Demnach gab es seit 2007 regelmäßige und geheime Treffen der Diesel-Experten und Motoren-Entwickler. Ihre Aufgabe: den Selbstzünder sauberer zu machen. Doch die Idee, die Abgase durch ein Harnstoffgemisch mit der Bezeichnung Adblue zu reinigen, funktionierte nicht. Denn um die gesetzlich vorgeschriebenen Grenzwerte zu erreichen, hätten die Fahrzeuge bis zu 8,5 Liter Adblue auf 1000 Kilometern benötigt.

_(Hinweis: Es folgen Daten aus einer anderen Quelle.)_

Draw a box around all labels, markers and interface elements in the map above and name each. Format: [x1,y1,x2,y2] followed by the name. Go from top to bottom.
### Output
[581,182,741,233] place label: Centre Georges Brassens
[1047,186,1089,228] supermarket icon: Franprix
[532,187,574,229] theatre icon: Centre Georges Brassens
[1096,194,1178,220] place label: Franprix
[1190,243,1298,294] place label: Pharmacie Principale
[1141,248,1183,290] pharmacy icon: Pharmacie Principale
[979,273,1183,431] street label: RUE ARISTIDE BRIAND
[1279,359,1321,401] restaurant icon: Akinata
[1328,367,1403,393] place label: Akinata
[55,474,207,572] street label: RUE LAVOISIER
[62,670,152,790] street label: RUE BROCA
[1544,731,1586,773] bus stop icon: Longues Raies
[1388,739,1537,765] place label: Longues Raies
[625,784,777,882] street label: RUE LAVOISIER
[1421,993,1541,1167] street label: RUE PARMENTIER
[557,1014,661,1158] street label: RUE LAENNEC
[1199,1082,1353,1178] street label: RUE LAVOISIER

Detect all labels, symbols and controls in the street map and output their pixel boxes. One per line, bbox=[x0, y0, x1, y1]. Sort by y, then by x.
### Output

Dann aber gab es andere Probleme: Die Motoren soffen ab. Das ,,Handelsblatt“ zitiert aus der Mail eines Audi-Managers von 2008: „Meine Einschätzung: Ganz ohne Bescheißen werden wir es nicht schaffen.“ So kamen die Trickser überein, den Einsatz von Adblue zu begrenzen, was die Emissionen zwar erhöhte, aber die Fahrzeuge wenigstens weiterfahren ließ.

Man verständigte sich quer über alle Konzerngrenzen hinweg auf viel zu kleine Tanks für das Harnstoffgemisch – und auf eine Software, die erkannte, ob das Fahrzeug auf der Straße unterwegs war oder auf einem Rollenprüfstand. Dann wurde mehr Adblue in den Motor gepumpt, und die Emissionen sanken auf die gültigen Grenzwerte. Aber eben nur dort. Diese Details liegen Brüssel offenbar inzwischen vor – mit weitergehenden Anschuldigungen.

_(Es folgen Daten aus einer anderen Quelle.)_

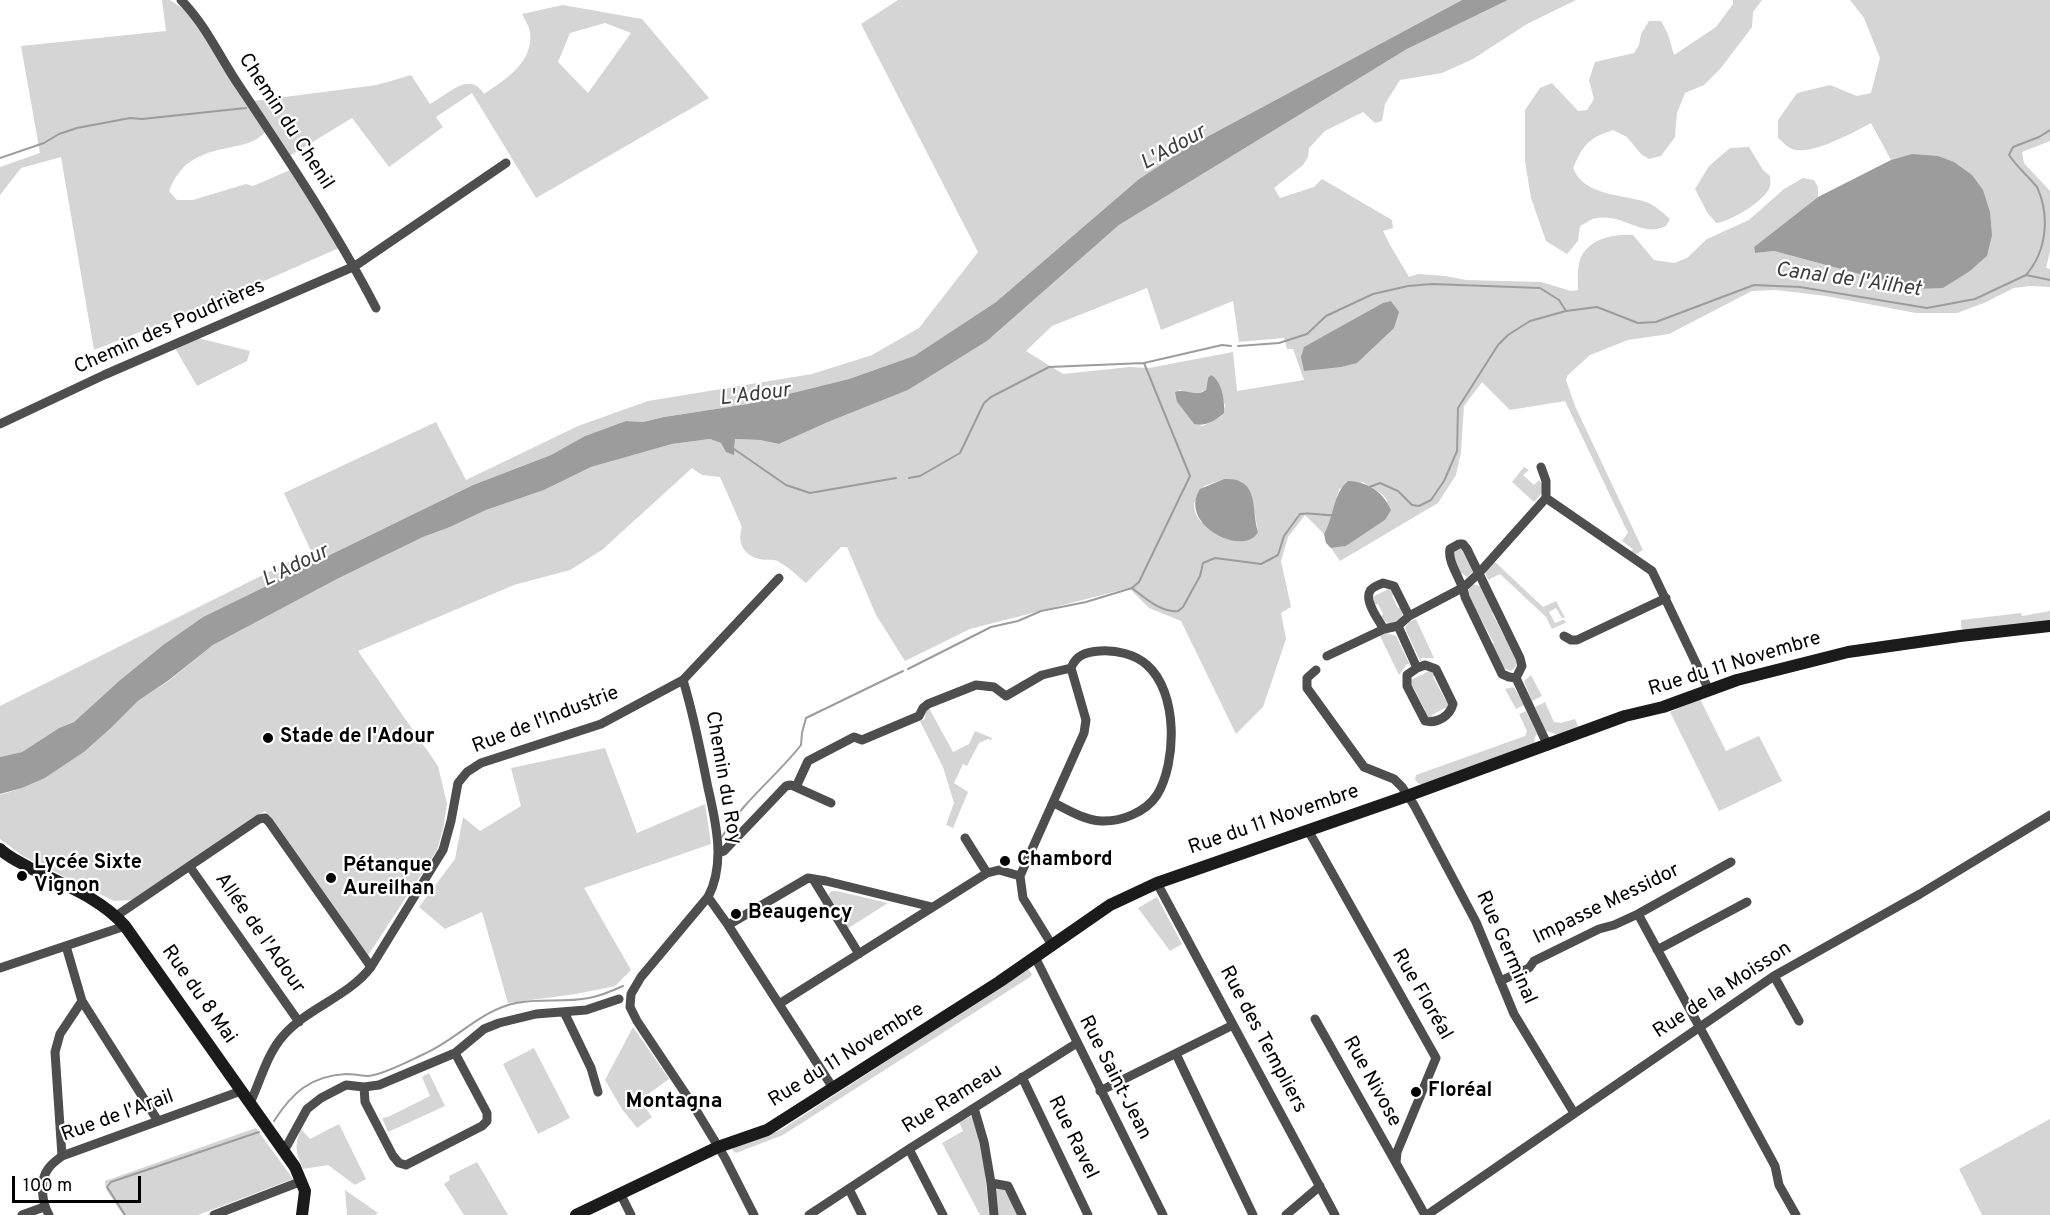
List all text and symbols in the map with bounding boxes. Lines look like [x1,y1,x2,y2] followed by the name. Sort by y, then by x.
[232,49,338,195] street label: Chemin du Chenil
[1137,121,1211,177] water label: L'Adour
[1774,258,1922,304] water label: Canal de l'Ailhet
[71,275,269,381] street label: Chemin des Poudrières
[718,379,792,413] water label: L'Adour
[258,540,334,594] water label: L'Adour
[1646,627,1824,703] street label: Rue du 11 Novembre
[469,682,623,760] street label: Rue de l'Industrie
[698,709,746,847] street label: Chemin du Roy
[280,726,434,750] place label: Stade de l'Adour
[261,731,275,745] marker: Stade de l'Adour
[1186,781,1362,861] street label: Rue du 11 Novembre
[1017,849,1113,873] place label: Chambord
[34,852,142,899] place label: Lycée Sixte Vignon
[998,854,1012,868] marker: Chambord
[343,855,435,902] place label: Pétanque Aureilhan
[1530,859,1684,951] street label: Impasse Messidor
[15,869,29,883] marker: Lycée Sixte Vignon
[209,869,309,999] street label: Allée de l'Adour
[324,871,338,885] marker: Pétanque Aureilhan
[1469,888,1541,1008] street label: Rue Germinal
[748,902,852,926] place label: Beaugency
[729,907,743,921] marker: Beaugency
[1649,937,1797,1045] street label: Rue de la Moisson
[155,941,241,1049] street label: Rue du 8 Mai
[1385,945,1457,1045] street label: Rue Floréal
[1213,962,1311,1118] street label: Rue des Templiers
[765,998,929,1114] street label: Rue du 11 Novembre
[1072,1012,1156,1144] street label: Rue Saint-Jean
[1336,1032,1406,1132] street label: Rue Nivose
[899,1060,1007,1140] street label: Rue Rameau
[1428,1080,1492,1104] place label: Floréal
[1409,1085,1423,1099] marker: Floréal
[59,1086,177,1148] street label: Rue de l'Arail
[625,1090,723,1116] district label: Montagna
[1042,1093,1102,1183] street label: Rue Ravel
[15,1164,144,1202] scale bar
[23,1175,72,1198] text: 100 m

Abschluss noch im Frühjahr

Denn ersten Berichten zufolge gab es auch Manipulationen an Benzin-Motoren. Die Hersteller sollen bei diesen Antrieben auf den Einbau kostspieliger Partikelfilter verzichtet haben, mit denen der Ausstoß von gesundheitsgefährdenden Feinstäuben hätte verhindert werden können. EU-Wettbewerbskommissarin Vestager werde, so hieß es gestern, noch im Frühjahr das Prüfverfahren abschließen.

Für die Konzerne dürfte dies ein dunkler Moment werden. Denn es sind – für den Fall, dass sich die bisherigen Verdachtsmomente gerichtsverwertbar beweisen lassen – Strafen bis zu zehn Prozent des Jahresumsatzes möglich. Der „Spiegel“ berichtete von Sanktion in Höhe von jeweils einer Milliarde Euro für die Autobauer. Die Hersteller lehnten auch nach den jüngsten Berichten Stellungnahmen mit dem Hinweis auf ein laufendes Verfahren ab.